Era absurdo, él había sido quién cortó la relación, sin embargo le llamaba todos los días para poder hablar sobre lo sucedido. El pelinegro ya estaba harto de eso, además, ¿Qué podría decirle? Todos le habían dicho lo mismo, que era un error, una debilidad, que el diablo se disfrazó de mujer y lo sedujo. Esas chorradas para él ya no servían, no lo calificaba como válido, había sufrido tanto por sus anteriores amores que no creía ni en su propia sombra.

—¿Y como voy a estar tan seguro de eso? —le preguntó mientras caminaba para tomar el bus. — ¿Cómo voy a saber si no eres capaz de seguir con las llamadas?

Créeme, no voy a insistir. Te doy mi palabra.

Kaulitz se rió ante eso, pero luego lo meditó. Si le estaba diciendo la verdad, entonces debía ceder y luego no volvería a verlo nunca más en su vida, aunque en algún rincón de su mente, le agradaba que le llamara, aunque eso le costara lágrimas por las noches. Lo extrañaba, pero una traición como esa era demasiado para él.

—Está bien. —dijo casi en un susurro. — ¿Dónde nos encontramos?

—Dime donde estás ahora, pasaré a buscarte en auto.

El pelinegro le dio la dirección y él le dijo que estaría en unos minutos. Le cortó y miró el móvil, ¿Eso estaba bien? ¿Qué podría pasar si se volvían a encontrar? No iba a permitir que cayera en la trampa, si era que Tom estaba planeando algo, Bill debía mantenerse fuerte y decidido. Solo iban a juntarse para hablar, solo eso, otra cosa no podía ser.

Pronto los nervios le empezaron a comer por dentro, era como un gusano que se tragaba todo su organismo; en unos momentos iba a ver a Thomas, iban a estar cara a cara para hablar, ¿De qué iban hablar? Se mostró confundido, no sabía exactamente de qué, o sea, no sabía porqué habría de hablar de eso cuando todo el mundo ya sabía lo que eso significaba. Capaz le quería pedir disculpas, pero eso no le sería suficiente, tampoco era que quería verlo sufrir; no era tan malo después de todo.

Decidió ir a comprarse unos dulces para calmar esa ansiedad tremenda que los nervios le producían, compró dos bolsas de gomitas, aunque pensaba que tal vez debería haber comprado unas cincos bolsas. Caminó hasta el lugar donde le dijo que le esperaría y decidió abrir un paquete para aliviar la sensación.
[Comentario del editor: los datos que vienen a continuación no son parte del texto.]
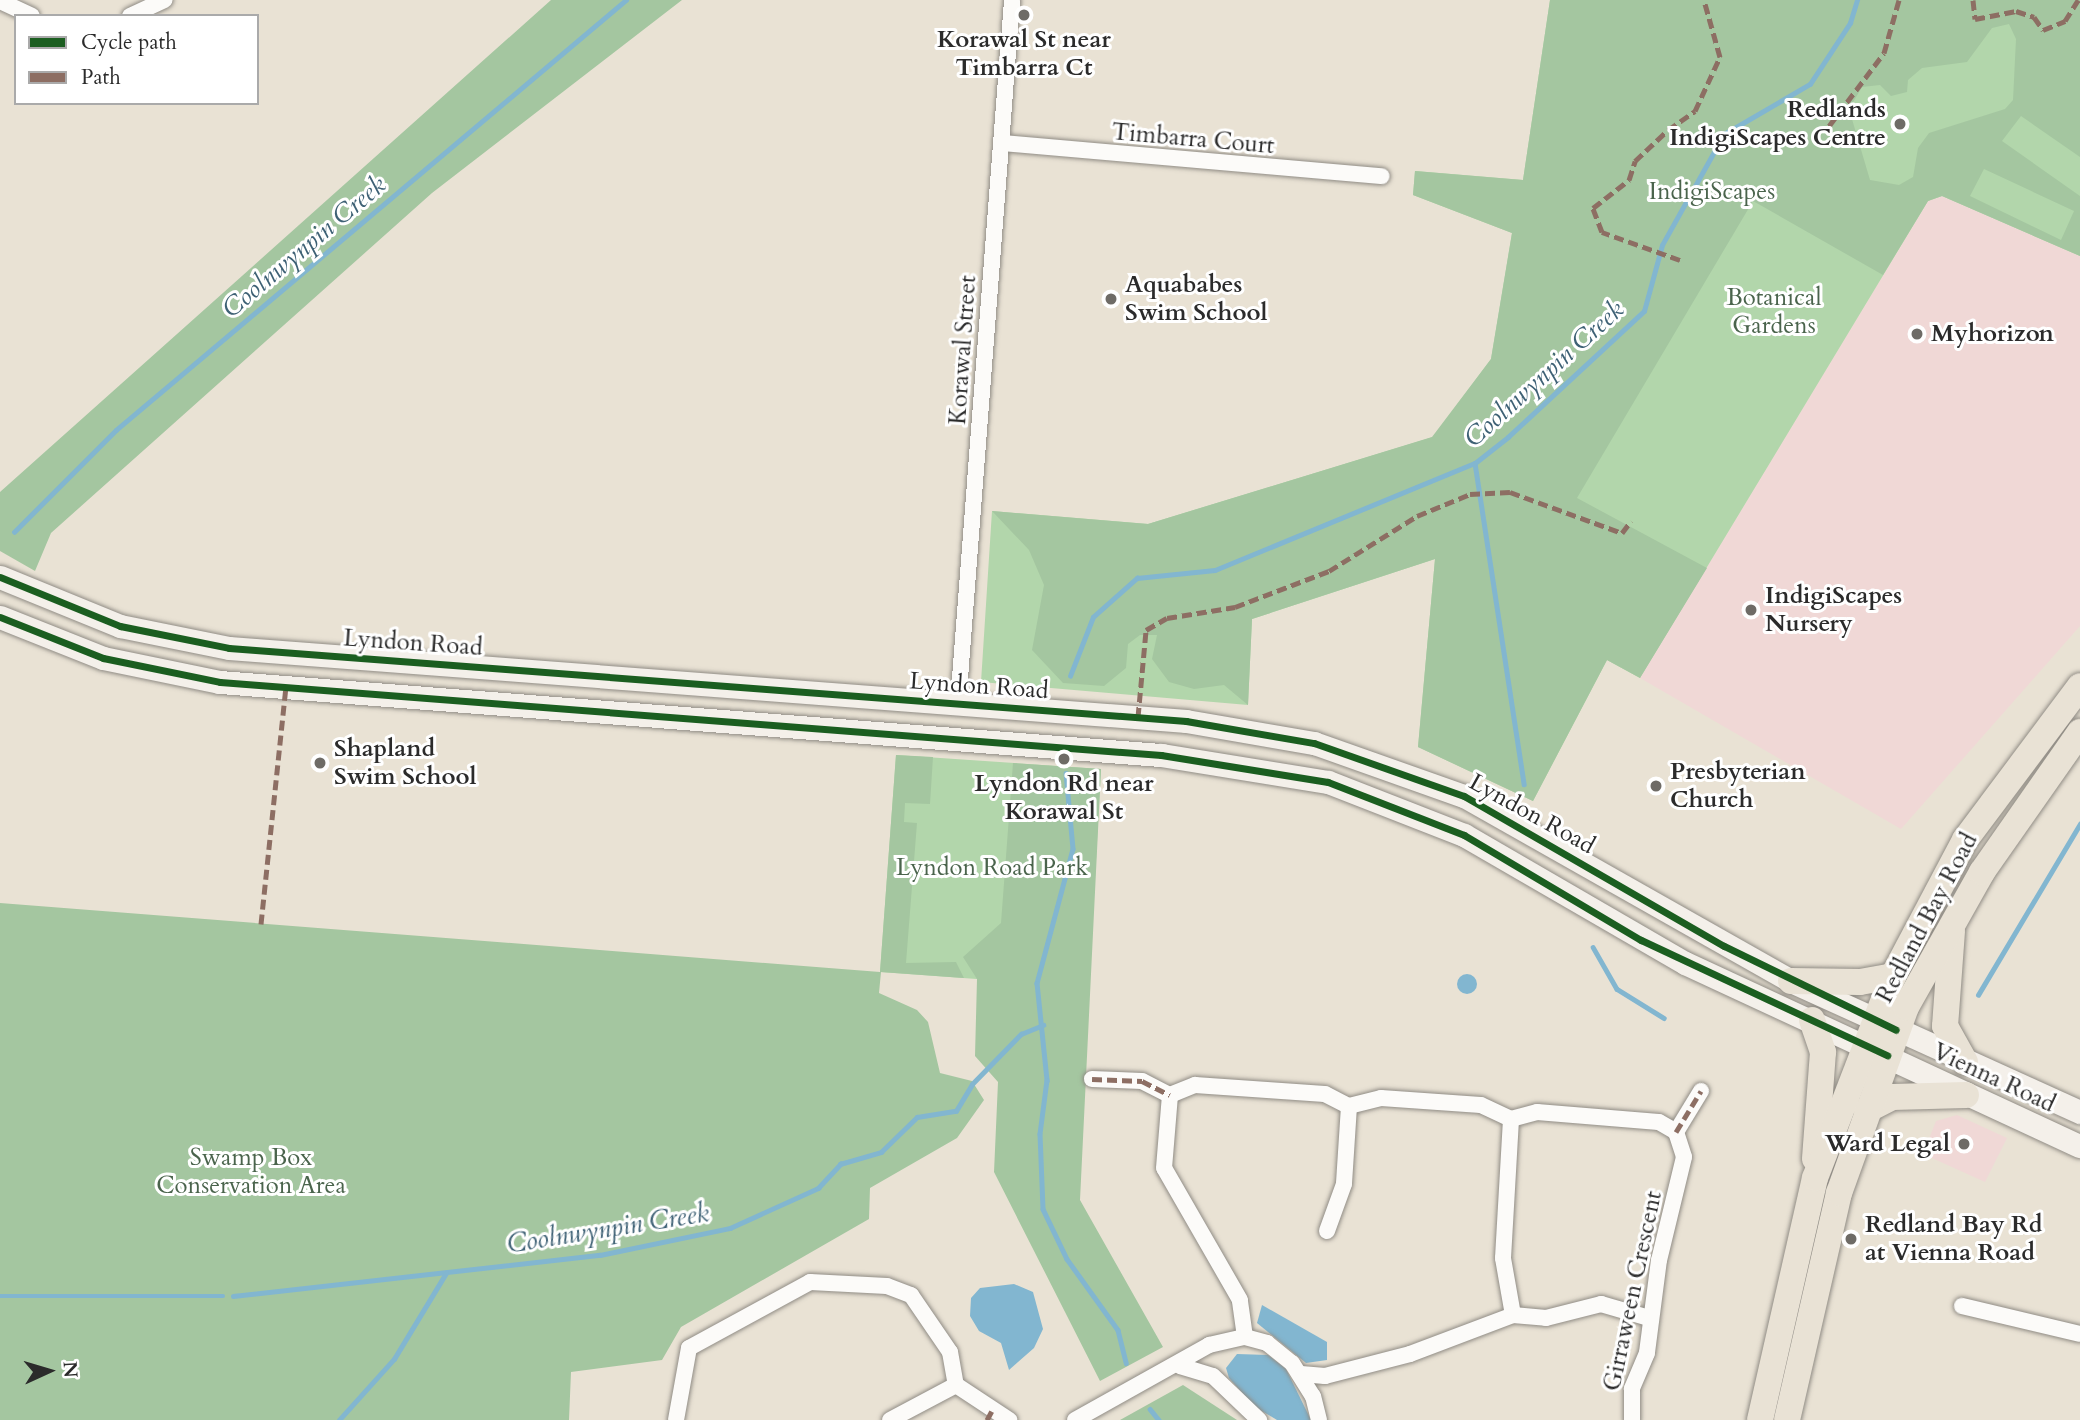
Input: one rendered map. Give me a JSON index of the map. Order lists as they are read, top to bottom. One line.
{"streets":{"main road":["Lyndon Road","Redland Bay Road","Vienna Road"],"street":["Timbarra Court","Korawal Street","Girraween Crescent"]},"crossings":[["Timbarra Court","Korawal Street"],["Korawal Street","Lyndon Road"],["Lyndon Road","Redland Bay Road"],["Lyndon Road","Vienna Road"],["Redland Bay Road","Vienna Road"]],"water":["Coolnwynpin Creek"],"parks":["IndigiScapes","Botanical Gardens","Lyndon Road Park","Swamp Box Conservation Area"],"places":["Korawal St near Timbarra Ct","Redlands IndigiScapes Centre","Aquababes Swim School","Myhorizon","IndigiScapes Nursery","Lyndon Rd near Korawal St","Shapland Swim School","Presbyterian Church","Ward Legal","Redland Bay Rd at Vienna Road"],"legend":["Cycle path","Path"],"north":"right"}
Instantes después, reconoció el vehículo cuando dobló la esquina, Bill se atragantó con una gomita y empezó a toser para recuperarse, al hacerlo se acomodó un poco el cabello, ¿Se le habrá corrido el maquillaje? ¿Estaba bien? ¿Se veía tan lindo como siempre? Negó con la cabeza repentinamente, ¿Por qué se preocupaba tanto por su aspecto si solo iba a ver a su ex?

El auto frenó en la vereda y el rostro de Thomas se asomó a la ventanilla, el pelinegro notó que su rostro estaba destrozado, en el sentido de que tenía ojeras y no se le veía para nada bien. Dio un largo suspiro y decidió avanzar, abrió la puerta del copiloto al ser destrabada e ingresó. Cerró la puerta y miró adelante unos momentos, no sabía qué iba a suceder si lo miraba a los ojos. Apretó sus labios, despacio deslizó su mirada para encontrarse con la del chico de rastas, el otro tan solo le observaba serio; el pelinegro tomó una gran respiro, sentía que sus pulmones se saldrían de su interior, ese contacto visual le hizo dar unas palpitaciones tremendas y no pudo evitar recordar el pasado.

— ¿Cómo estás? —le preguntó en un hilo de voz, se sintió avergonzado del tono, parecía como si estuviera muriendo.

—Mírame y te darás cuenta —le respondió el chico de rastas, esas miradas que se lanzaban eran muy intensas, por un momento el pelinegro quiso acercarse para darle un abrazo, pero debía ser fuerte y no ponerse vulnerable.

—Lo hago. —asintió, por dentro se sintió un completo idiota por preguntar algo como eso.

Sin decir más, Bill miró adelante y el motor del auto dio inicio a un viaje sin destino, o por lo menos el pelinegro no sabía a donde se dirigían. La tensión entre los dos fue algo incómodo al principio, el pelinegro quería preguntar algo para que el ambiente frío se derrumbara, pero no sabía si eso era correcto, tal vez era mejor quedarse callados hasta llegar al final del recorrido.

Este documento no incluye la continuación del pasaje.